# Your task
All of the data is to be restated word for word.

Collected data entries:

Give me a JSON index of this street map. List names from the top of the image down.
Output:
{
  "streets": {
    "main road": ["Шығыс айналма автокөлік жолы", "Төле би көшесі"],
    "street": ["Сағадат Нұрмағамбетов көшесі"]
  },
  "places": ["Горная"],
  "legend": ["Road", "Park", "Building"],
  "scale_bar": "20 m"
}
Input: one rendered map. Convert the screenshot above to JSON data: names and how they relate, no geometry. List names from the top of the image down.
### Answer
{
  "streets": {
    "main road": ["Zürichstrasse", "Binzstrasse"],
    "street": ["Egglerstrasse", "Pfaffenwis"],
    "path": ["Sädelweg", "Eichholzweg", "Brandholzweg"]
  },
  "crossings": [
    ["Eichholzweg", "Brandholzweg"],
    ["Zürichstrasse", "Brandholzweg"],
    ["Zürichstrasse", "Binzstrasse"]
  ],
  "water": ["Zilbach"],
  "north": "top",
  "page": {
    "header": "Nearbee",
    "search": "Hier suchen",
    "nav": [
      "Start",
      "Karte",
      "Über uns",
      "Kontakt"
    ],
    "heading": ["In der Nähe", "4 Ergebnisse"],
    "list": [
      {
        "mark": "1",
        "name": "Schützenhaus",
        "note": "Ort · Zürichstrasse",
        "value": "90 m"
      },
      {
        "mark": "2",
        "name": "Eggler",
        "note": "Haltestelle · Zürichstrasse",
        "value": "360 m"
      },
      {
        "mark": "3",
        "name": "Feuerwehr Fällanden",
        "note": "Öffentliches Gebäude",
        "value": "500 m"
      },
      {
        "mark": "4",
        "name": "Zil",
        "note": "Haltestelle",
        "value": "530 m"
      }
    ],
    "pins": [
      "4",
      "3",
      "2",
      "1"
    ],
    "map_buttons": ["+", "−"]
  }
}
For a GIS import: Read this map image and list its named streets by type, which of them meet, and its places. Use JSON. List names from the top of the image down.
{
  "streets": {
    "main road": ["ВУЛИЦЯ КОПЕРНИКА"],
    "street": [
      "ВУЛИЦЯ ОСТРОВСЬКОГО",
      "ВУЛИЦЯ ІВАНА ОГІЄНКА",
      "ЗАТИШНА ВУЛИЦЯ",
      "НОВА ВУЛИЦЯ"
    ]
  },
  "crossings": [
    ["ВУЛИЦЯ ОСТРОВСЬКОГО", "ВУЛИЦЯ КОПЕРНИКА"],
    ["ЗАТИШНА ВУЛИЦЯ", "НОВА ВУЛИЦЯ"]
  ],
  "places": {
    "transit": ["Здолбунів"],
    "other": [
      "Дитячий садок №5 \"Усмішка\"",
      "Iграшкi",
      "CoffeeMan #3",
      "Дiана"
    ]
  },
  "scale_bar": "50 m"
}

# Solution to this exercise
Give me a JSON index of this street map. List names from the top of the image down.
Output:
{
  "streets": {
    "main road": ["Шығыс айналма автокөлік жолы", "Төле би көшесі"],
    "street": ["Сағадат Нұрмағамбетов көшесі"]
  },
  "places": ["Горная"],
  "legend": ["Road", "Park", "Building"],
  "scale_bar": "20 m"
}
Input: one rendered map. Convert the screenshot above to JSON data: names and how they relate, no geometry. List names from the top of the image down.
### Answer
{
  "streets": {
    "main road": ["Zürichstrasse", "Binzstrasse"],
    "street": ["Egglerstrasse", "Pfaffenwis"],
    "path": ["Sädelweg", "Eichholzweg", "Brandholzweg"]
  },
  "crossings": [
    ["Eichholzweg", "Brandholzweg"],
    ["Zürichstrasse", "Brandholzweg"],
    ["Zürichstrasse", "Binzstrasse"]
  ],
  "water": ["Zilbach"],
  "north": "top",
  "page": {
    "header": "Nearbee",
    "search": "Hier suchen",
    "nav": [
      "Start",
      "Karte",
      "Über uns",
      "Kontakt"
    ],
    "heading": ["In der Nähe", "4 Ergebnisse"],
    "list": [
      {
        "mark": "1",
        "name": "Schützenhaus",
        "note": "Ort · Zürichstrasse",
        "value": "90 m"
      },
      {
        "mark": "2",
        "name": "Eggler",
        "note": "Haltestelle · Zürichstrasse",
        "value": "360 m"
      },
      {
        "mark": "3",
        "name": "Feuerwehr Fällanden",
        "note": "Öffentliches Gebäude",
        "value": "500 m"
      },
      {
        "mark": "4",
        "name": "Zil",
        "note": "Haltestelle",
        "value": "530 m"
      }
    ],
    "pins": [
      "4",
      "3",
      "2",
      "1"
    ],
    "map_buttons": ["+", "−"]
  }
}
For a GIS import: Read this map image and list its named streets by type, which of them meet, and its places. Use JSON. List names from the top of the image down.
{
  "streets": {
    "main road": ["ВУЛИЦЯ КОПЕРНИКА"],
    "street": [
      "ВУЛИЦЯ ОСТРОВСЬКОГО",
      "ВУЛИЦЯ ІВАНА ОГІЄНКА",
      "ЗАТИШНА ВУЛИЦЯ",
      "НОВА ВУЛИЦЯ"
    ]
  },
  "crossings": [
    ["ВУЛИЦЯ ОСТРОВСЬКОГО", "ВУЛИЦЯ КОПЕРНИКА"],
    ["ЗАТИШНА ВУЛИЦЯ", "НОВА ВУЛИЦЯ"]
  ],
  "places": {
    "transit": ["Здолбунів"],
    "other": [
      "Дитячий садок №5 \"Усмішка\"",
      "Iграшкi",
      "CoffeeMan #3",
      "Дiана"
    ]
  },
  "scale_bar": "50 m"
}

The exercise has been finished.